TASK GOAL: Please state how many lines of the records hold the string "JSON", giving nothing but the number.

++++++++++

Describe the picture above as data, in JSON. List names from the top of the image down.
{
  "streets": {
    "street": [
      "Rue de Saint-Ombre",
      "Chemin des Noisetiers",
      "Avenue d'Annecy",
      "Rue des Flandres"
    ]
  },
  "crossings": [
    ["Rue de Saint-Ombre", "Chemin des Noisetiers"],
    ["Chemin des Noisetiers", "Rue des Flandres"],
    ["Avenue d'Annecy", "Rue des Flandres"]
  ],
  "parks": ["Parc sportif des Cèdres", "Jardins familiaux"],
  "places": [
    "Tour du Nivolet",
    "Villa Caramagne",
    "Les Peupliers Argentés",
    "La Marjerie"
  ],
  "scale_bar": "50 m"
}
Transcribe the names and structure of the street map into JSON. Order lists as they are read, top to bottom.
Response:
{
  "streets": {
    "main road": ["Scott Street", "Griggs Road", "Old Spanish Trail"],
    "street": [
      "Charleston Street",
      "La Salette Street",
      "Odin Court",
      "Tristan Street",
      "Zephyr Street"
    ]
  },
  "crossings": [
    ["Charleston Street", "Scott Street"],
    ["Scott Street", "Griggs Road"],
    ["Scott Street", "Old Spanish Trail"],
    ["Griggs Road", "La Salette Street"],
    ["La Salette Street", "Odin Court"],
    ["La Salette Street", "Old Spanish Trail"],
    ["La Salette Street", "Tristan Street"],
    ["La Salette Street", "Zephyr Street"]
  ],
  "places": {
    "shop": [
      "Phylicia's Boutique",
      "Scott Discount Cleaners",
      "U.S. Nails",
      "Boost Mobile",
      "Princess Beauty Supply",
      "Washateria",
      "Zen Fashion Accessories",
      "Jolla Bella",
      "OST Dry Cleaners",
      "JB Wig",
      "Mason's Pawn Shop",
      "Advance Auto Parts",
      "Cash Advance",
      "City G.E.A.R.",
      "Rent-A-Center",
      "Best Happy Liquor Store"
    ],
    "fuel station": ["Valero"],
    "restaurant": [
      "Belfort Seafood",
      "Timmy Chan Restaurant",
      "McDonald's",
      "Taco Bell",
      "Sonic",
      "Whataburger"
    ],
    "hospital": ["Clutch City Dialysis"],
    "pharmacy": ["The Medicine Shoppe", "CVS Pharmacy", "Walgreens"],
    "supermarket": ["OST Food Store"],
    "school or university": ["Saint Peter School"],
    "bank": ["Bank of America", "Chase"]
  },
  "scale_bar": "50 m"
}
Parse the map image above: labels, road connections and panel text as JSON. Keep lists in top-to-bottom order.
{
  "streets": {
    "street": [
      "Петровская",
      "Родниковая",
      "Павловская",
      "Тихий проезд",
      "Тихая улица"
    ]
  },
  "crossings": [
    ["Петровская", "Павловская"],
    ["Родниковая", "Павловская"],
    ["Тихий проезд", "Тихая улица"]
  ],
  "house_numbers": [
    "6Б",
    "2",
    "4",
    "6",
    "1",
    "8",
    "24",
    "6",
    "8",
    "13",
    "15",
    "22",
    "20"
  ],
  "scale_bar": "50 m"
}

++++++++++

RESULT FOR THIS TASK: 3